E foi. Chegados à autoestrada, o senhor encostou o Mercedes à direita e pisou a faixa delimitadora:

– Está a ouvir? Não inventei nada!

É claro que não, tinham sido “inventadas” as bandas sonoras que “alimentam” aquele matraquear ouvido quando se “pisa” a linha delimitadora da faixa de rodagem.

Impossível? Foi contada por um antigo alto responsável pela marca em Portugal.

Lápis salvador

A história do bico do lápis e da Vauxhall é menos falada porque há muito a marca britânica ligada à GM e hoje na órbita do grupo PSA, deixou de concorrer no mercado nacional. A Vauxhall teve resultados interessantes entre nós e contou com um modelo bastante popular, o Viva.

A segunda geração deste modelo, que até andou pela competição e era “modernaça” para os padrões os inícios dos anos 70, tinha travões de disco à frente, solução ainda pouco comum e, logicamente, argumento de venda.

Ora, os discos eram ruidosos e sucediam-se as queixas, designadamente na histórica Auto Industrial em Lisboa, então proprietária também de um “stand” na Avenida Duque de Loulé, onde hoje existe uma loja chinesa…

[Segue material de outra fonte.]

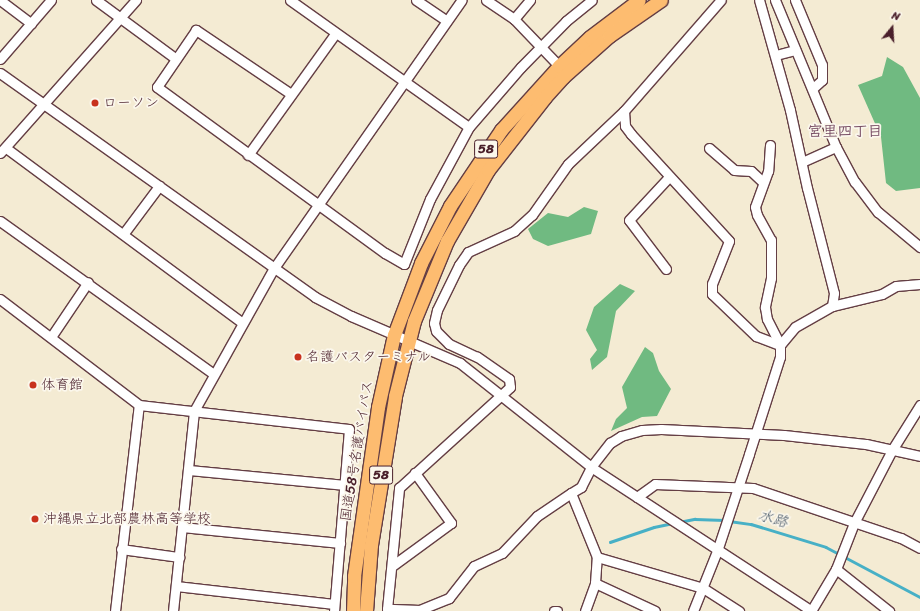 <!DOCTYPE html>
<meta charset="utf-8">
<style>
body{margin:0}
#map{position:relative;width:920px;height:611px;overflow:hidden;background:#f4ebd3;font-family:Sriracha,"Klee One",sans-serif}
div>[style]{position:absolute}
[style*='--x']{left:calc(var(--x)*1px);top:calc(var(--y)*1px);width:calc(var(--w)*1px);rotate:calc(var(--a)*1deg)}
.forest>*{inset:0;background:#70ba81}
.stream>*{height:2.5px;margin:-1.25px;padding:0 1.25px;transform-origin:1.25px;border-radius:1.25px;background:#47b0c6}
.roads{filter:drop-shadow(1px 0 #643e44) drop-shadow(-1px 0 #643e44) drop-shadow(0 1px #643e44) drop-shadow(0 -1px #643e44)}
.minor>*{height:9px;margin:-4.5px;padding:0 4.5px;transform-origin:4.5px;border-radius:4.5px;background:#fff}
.highway>*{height:13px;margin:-6.5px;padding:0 6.5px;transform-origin:6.5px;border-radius:6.5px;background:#fdbc70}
.dots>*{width:11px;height:11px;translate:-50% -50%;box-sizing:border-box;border:2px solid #fbf7ec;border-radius:50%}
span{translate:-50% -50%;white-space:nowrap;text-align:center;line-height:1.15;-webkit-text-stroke:3.5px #fbf7ec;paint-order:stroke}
.shield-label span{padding:1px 3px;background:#fbf7ec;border:1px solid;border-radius:3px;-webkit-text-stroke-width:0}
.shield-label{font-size:13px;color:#4a1f2b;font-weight:700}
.poi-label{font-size:14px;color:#4a1f2b}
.left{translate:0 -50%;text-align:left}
.street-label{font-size:14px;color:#4a1f2b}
.neighbourhood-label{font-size:15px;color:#784e65;font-weight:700}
.water-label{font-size:15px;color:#495969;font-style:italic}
.north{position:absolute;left:872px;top:8px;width:40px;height:40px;-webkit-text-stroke:3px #fbf7ec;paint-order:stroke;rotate:18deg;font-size:11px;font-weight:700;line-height:16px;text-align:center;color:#4a1f2b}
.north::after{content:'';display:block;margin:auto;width:14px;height:18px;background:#4a1f2b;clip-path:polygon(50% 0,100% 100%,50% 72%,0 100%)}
</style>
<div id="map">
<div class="forest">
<div style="clip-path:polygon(887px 57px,903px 67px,920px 98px,920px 188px,896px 191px,886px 183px,881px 137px,858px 85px,882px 76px)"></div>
<div style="clip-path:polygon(584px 207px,598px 211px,591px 234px,548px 246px,533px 239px,528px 229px,548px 213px,568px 217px)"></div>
<div style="clip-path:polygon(620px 284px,635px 291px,616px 311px,607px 357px,592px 370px,590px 359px,597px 350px,586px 330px,594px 307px)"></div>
<div style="clip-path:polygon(645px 347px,653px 353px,659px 371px,671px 389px,657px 416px,642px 417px,611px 431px,616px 419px,627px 408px,622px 387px)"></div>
</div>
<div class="stream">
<div style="--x:729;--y:521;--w:22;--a:8"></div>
<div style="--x:751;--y:524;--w:78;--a:17"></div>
<div style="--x:826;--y:547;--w:106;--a:28"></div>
<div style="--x:679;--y:522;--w:16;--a:-11"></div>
<div style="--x:695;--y:519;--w:29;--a:2"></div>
<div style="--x:610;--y:542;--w:46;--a:-18.8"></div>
<div style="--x:654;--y:527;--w:19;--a:-12"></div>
</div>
<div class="roads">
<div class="minor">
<div style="--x:0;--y:0;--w:39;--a:37"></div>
<div style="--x:96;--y:0;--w:98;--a:36.3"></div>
<div style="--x:290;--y:0;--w:219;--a:35.4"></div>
<div style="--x:416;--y:0;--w:37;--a:34"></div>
<div style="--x:486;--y:0;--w:34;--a:34"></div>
<div style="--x:514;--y:19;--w:65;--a:46.2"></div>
<div style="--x:775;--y:0;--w:159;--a:67.5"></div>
<div style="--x:836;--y:147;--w:40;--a:62"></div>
<div style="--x:855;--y:182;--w:38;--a:53"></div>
<div style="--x:878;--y:212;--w:55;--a:39.8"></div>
<div style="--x:795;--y:0;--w:70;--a:67.4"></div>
<div style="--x:822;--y:65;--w:15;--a:90"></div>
<div style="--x:822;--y:80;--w:13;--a:138"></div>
<div style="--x:514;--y:19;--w:25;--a:-50"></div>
<div style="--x:776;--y:55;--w:20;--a:-15"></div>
<div style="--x:0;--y:59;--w:78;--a:-49.2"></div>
<div style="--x:0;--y:73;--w:387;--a:35.4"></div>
<div style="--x:315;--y:297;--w:41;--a:27.8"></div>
<div style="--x:351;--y:316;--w:119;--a:23.3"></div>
<div style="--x:460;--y:363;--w:167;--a:38.4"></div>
<div style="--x:591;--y:467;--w:264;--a:33.1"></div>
<div style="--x:291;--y:94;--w:115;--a:-146"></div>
<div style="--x:196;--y:30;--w:69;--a:124.4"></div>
<div style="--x:157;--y:87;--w:282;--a:36.1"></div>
<div style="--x:385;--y:253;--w:22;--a:30"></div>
<div style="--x:404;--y:264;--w:70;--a:-68.2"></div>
<div style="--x:430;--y:199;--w:82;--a:-61.6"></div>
<div style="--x:469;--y:127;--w:79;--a:-49.1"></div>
<div style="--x:521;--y:67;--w:64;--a:-45.6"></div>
<div style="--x:566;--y:21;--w:33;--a:-39"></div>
<div style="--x:624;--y:111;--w:15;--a:86"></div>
<div style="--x:625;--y:126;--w:10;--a:53"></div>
<div style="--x:631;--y:134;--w:145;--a:47.5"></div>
<div style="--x:729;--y:241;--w:46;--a:111.6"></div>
<div style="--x:712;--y:284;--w:10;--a:90"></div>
<div style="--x:712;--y:294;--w:61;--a:43.7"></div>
<div style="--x:756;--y:336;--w:26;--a:21"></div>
<div style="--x:770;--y:145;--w:26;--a:94"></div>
<div style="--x:768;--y:171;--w:38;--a:110"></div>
<div style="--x:755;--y:207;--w:8;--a:76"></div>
<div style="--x:757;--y:215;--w:29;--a:61"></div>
<div style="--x:771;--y:240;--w:38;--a:90"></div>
<div style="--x:771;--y:278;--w:30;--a:102"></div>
<div style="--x:765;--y:307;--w:12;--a:81"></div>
<div style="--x:767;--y:319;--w:29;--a:63"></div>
<div style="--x:6;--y:148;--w:292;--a:36.5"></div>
<div style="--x:709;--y:148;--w:33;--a:41"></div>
<div style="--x:734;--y:170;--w:17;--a:3"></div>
<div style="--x:751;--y:171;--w:16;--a:43"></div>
<div style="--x:0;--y:153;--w:205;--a:-48.4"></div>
<div style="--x:248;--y:155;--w:149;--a:-54.3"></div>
<div style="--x:802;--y:162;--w:37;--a:-24"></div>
<div style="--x:0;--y:221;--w:263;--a:35.6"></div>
<div style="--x:124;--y:233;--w:59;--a:-53.3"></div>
<div style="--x:666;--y:269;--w:61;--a:-127.1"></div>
<div style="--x:629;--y:220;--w:59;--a:-47.1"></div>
<div style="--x:0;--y:299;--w:175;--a:37.3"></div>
<div style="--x:139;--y:405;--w:211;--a:6.5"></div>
<div style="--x:349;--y:429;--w:183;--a:94.7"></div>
<div style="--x:832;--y:306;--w:51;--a:-13.5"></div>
<div style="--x:882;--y:294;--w:16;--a:-30"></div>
<div style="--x:896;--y:286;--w:24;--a:-5"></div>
<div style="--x:51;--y:337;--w:66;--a:-56.1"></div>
<div style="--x:189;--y:470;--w:157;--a:5.5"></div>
<div style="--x:571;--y:493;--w:41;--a:145.9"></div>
<div style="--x:537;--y:516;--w:51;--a:133.4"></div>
<div style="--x:502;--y:553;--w:31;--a:155"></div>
<div style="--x:474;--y:566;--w:41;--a:128"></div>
<div style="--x:449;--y:598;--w:31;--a:158"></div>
<div style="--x:420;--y:610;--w:33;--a:-178"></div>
<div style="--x:387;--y:609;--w:122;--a:-84.3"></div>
<div style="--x:399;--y:488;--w:150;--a:-42.3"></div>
<div style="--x:510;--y:387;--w:8;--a:-97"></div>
<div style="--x:509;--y:379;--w:39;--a:-145"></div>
<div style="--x:477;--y:357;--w:31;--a:-155"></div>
<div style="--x:449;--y:344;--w:18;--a:-135"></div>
<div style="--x:436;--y:331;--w:8;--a:-104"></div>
<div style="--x:434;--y:323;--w:13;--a:-77"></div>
<div style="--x:437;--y:310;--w:50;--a:-63.9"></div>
<div style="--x:459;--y:265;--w:16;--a:-55"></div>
<div style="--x:468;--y:252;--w:51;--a:-24.5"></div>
<div style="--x:514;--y:231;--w:24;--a:-42"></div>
<div style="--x:532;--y:215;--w:62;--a:-54.8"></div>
<div style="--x:568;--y:164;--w:77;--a:-43.4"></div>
<div style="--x:624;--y:111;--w:147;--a:-48.9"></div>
<div style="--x:637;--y:497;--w:22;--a:-36"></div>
<div style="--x:655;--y:484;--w:98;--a:2.3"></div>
<div style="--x:753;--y:488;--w:156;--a:18.7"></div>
<div style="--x:901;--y:538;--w:21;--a:28"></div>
<div style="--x:182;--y:527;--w:159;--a:5.8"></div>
<div style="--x:121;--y:549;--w:59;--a:7.9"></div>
<div style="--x:597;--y:557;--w:110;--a:16.3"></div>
<div style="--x:703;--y:588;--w:43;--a:32.6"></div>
<div style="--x:392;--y:566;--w:73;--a:-36.1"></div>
<div style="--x:451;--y:523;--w:62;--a:-125.8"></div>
<div style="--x:836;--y:569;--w:68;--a:38.4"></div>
<div style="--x:595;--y:583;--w:66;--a:25"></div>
<div style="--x:176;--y:586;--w:159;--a:6.5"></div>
<div style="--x:115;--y:611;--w:207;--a:-83.4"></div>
<div style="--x:173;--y:611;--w:201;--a:-84"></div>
<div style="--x:194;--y:411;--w:164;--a:-60.8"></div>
<div style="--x:274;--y:268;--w:327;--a:-55"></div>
<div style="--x:554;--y:611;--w:3;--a:0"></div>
<div style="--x:585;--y:611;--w:30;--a:-70"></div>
<div style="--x:595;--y:583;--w:26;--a:-86"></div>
<div style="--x:597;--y:557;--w:69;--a:-112.1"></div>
<div style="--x:571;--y:493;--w:12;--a:-31"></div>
<div style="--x:581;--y:487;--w:22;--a:-63"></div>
<div style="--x:591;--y:467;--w:31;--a:-52"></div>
<div style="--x:610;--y:443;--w:13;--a:-32"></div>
<div style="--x:621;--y:436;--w:22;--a:-16"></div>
<div style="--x:642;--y:430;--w:19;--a:-3"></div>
<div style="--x:661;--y:429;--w:123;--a:2.8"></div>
<div style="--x:784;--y:435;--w:82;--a:6.3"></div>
<div style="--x:866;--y:444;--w:55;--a:12.5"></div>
<div style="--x:693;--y:611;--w:65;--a:-68.2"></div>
<div style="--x:717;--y:551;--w:102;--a:-71.7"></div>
<div style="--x:749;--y:454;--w:102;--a:-72.3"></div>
<div style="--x:780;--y:357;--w:12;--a:-90"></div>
<div style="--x:780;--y:345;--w:23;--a:-50"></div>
<div style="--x:795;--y:327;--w:43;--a:-29.6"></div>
<div style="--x:832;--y:306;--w:13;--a:-81"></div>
<div style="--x:834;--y:293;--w:108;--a:-104.4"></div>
<div style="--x:807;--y:188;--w:80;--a:-102.3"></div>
<div style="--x:790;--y:110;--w:114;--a:-105.7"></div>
<div style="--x:811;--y:611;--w:49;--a:-59.2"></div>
<div style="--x:836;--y:569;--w:49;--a:-68.6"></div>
<div style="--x:854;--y:523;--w:82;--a:-62.5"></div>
<div style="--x:892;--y:450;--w:53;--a:-58.1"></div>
</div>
<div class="highway">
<div style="--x:353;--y:611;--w:35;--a:-88"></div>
<div style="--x:354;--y:576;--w:171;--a:-81.9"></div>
<div style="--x:378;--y:407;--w:74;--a:-77.5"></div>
<div style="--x:394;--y:335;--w:77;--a:-69.4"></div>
<div style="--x:421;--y:263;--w:64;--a:-63"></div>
<div style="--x:450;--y:206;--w:92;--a:-56.1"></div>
<div style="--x:501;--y:130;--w:86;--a:-47.8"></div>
<div style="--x:559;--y:66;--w:42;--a:-43.1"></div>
<div style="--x:590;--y:37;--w:61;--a:-37.1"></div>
<div style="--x:366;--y:611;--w:66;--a:-85.7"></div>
<div style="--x:371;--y:545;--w:151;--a:-80.8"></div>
<div style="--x:395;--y:396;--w:77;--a:-75.8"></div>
<div style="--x:414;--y:321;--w:87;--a:-67.6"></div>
<div style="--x:447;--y:241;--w:82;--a:-60"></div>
<div style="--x:488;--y:170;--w:93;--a:-52"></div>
<div style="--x:545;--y:97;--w:27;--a:-48"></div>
<div style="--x:563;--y:77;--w:62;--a:-41.7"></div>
<div style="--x:609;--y:36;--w:63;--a:-34.7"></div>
</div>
</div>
<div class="dots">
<div style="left:95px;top:103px;background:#c8321e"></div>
<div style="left:298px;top:357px;background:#c8321e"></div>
<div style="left:33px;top:385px;background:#c8321e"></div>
<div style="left:35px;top:519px;background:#c8321e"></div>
</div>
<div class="shield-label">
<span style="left:486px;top:149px">58</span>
<span style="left:381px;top:475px">58</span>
</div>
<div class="poi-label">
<span class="left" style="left:103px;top:103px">ローソン</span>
<span class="left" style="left:306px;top:357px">名護バスターミナル</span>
<span class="left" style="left:41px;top:385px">体育館</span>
<span class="left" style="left:43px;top:519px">沖縄県立北部農林高等学校</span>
</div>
<div class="street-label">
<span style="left:357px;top:451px;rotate:-81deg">国道58号名護バイパス</span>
</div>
<div class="neighbourhood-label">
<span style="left:845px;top:132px">宮里四丁目</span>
</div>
<div class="water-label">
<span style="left:773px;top:519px;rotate:16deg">水路</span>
</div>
<div class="north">N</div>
</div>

A intrigante chiadeira parecia não ter solução e era comum ver os Viva, na oficina, rodas desmontadas, e os mecânicos a olhar para os discos… um dia, um deles, lápis na mão, partiu o bico do dito num dos pequenos furos dos discos. E não é que fizeram-se ensaios e o ruído desapareceu!

Admitiu-se que a grafite resolvia o problema e foi um festa… mas sol de pouca dura. A chiadeira voltou para ficar, mas nunca ninguém disse é quantos bicos de lápis foram partidos.

O meu tio Zé Maria contou-me a história, na base do sucesso dos mecânicos portugueses e andava feliz com a solução que tinha tirado – dizia ele – a chiadeira ao seu belo Viva. Ora a estória ainda hoje faz rir o meu amigo Marco António, uma das “penas” com autoridade nestas coisas dos automóveis, que se apaixonou por eles em miúdo exatamente na Auto Industrial, onde o pai geria o negócio e ele se iniciou como engenheiro. “Pensava-se que a grafite eliminava a chiadeira”, confirmou, também ele divertido com a estória que ficou para a história da Auto Industrial.

O mini que não andava

Quem teve um Mini e fazia a sua assistência nas oficinas de J.J. Gonçalves conhece seguramente a estória, motivo de risota durante muito tempo. Aconteceu com uma senhora e os primeiros 850.

O carro que devia ser a vaidade da cliente Austin era, afinal, uma dor de cabeça. Pura e simplesmente, andava pouco, fazia uma barulheira tremenda e tinha consumos exagerados. Pesarosa, a senhora levou o carro à assistência e contou o seu dilema ao chefe de oficina.

Chamou-se um experimentador, este levou o carro e, quando voltou, para surpresa da senhora, disse-lhe:

– Minha senhora, desculpe, mas o carro está normalíssimo, não faz nada daquilo de que se queixa.

– Não pode ser! – retorquiu a senhora, incomodada.

– Então quer fazer o favor de me mostrar – pediu o mecânico.

A senhora puxou o botão para fechar o ar e enriquecer a mistura, pendurou nele a sua mala de mão e ligou a ignição.

– Está a ouvir? Começa logo aqui…

… E ficou por ali. Explicaram à senhora qual era a função do regulador da mistura de ar.